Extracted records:
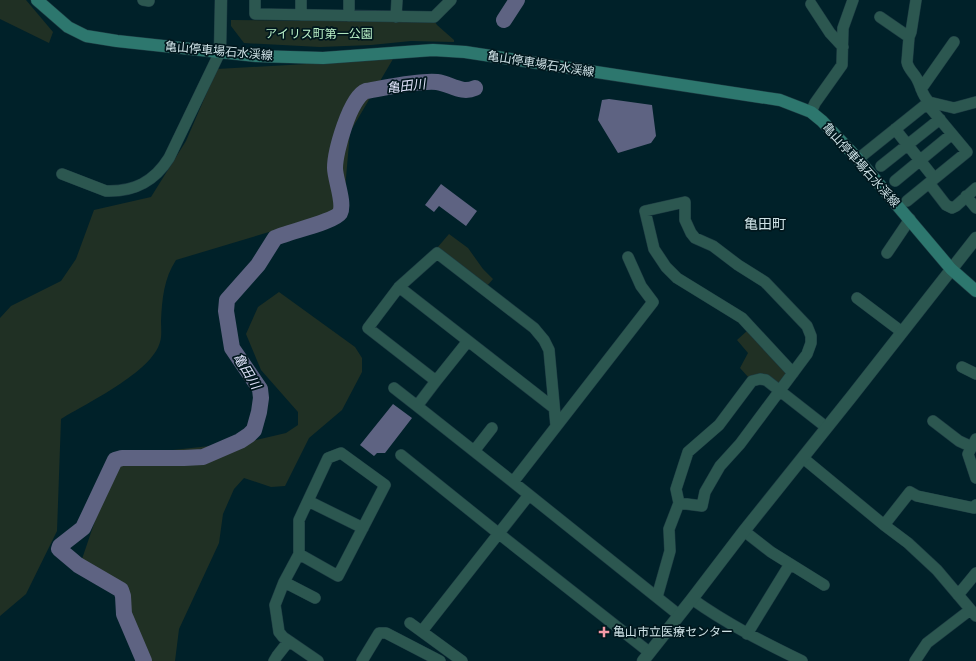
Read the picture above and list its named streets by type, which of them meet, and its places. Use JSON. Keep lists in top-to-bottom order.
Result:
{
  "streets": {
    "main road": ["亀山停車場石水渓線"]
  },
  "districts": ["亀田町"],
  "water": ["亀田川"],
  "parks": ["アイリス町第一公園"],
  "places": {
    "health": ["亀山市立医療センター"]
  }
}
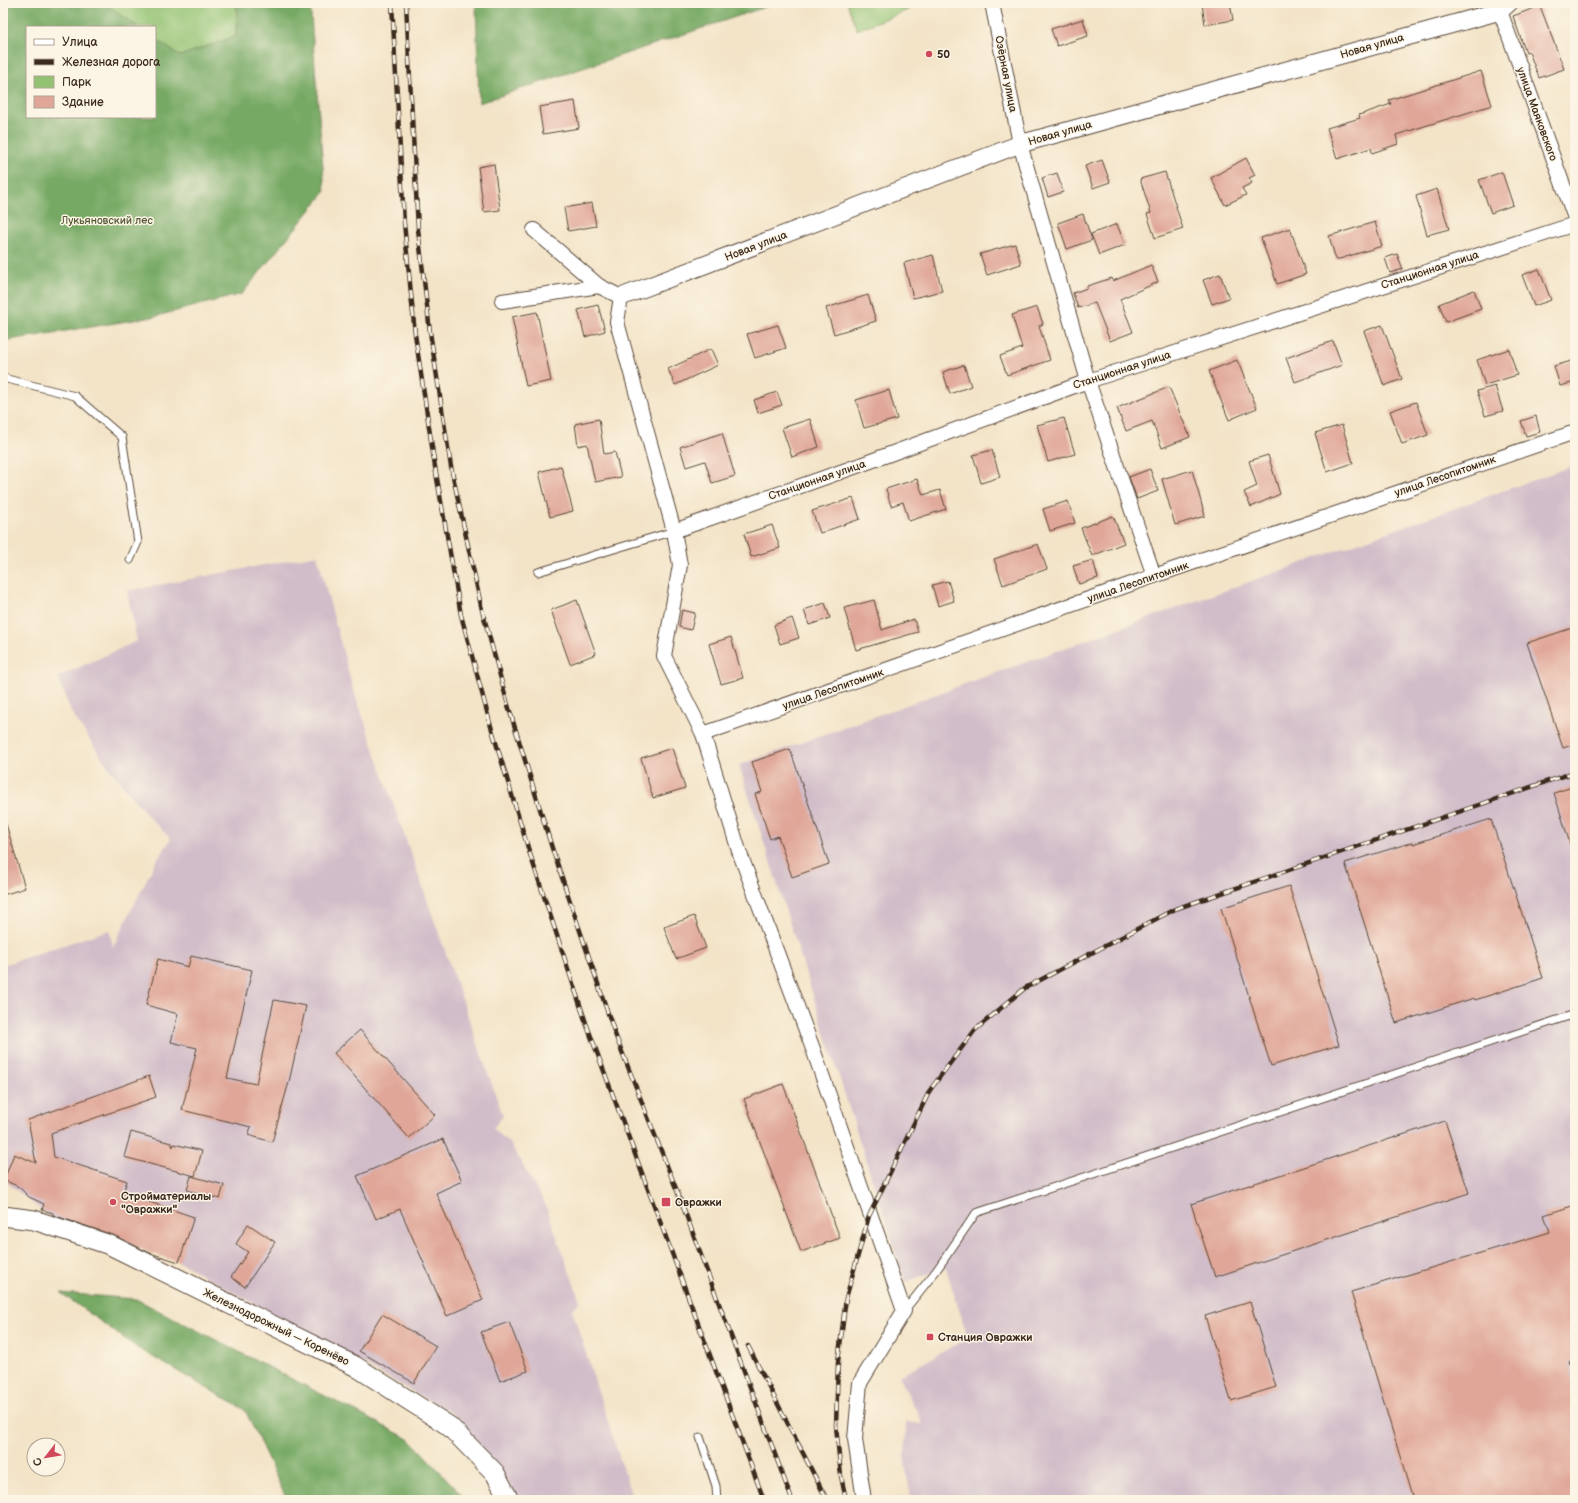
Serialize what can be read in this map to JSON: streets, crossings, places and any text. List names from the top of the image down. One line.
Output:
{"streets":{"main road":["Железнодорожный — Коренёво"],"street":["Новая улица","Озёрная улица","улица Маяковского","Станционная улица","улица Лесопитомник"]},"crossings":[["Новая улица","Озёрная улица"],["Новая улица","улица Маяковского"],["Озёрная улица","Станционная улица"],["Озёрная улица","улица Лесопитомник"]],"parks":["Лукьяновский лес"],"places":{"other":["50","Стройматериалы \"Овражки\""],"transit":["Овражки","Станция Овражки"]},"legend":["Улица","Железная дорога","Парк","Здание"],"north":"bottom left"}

Instructions to follow:
Write out exactly the lines above, from the very first through the line containing "Serialize what can", both kept, with the pictures removed.

Solution:
Read the picture above and list its named streets by type, which of them meet, and its places. Use JSON. Keep lists in top-to-bottom order.
Result:
{
  "streets": {
    "main road": ["亀山停車場石水渓線"]
  },
  "districts": ["亀田町"],
  "water": ["亀田川"],
  "parks": ["アイリス町第一公園"],
  "places": {
    "health": ["亀山市立医療センター"]
  }
}
Serialize what can be read in this map to JSON: streets, crossings, places and any text. List names from the top of the image down. One line.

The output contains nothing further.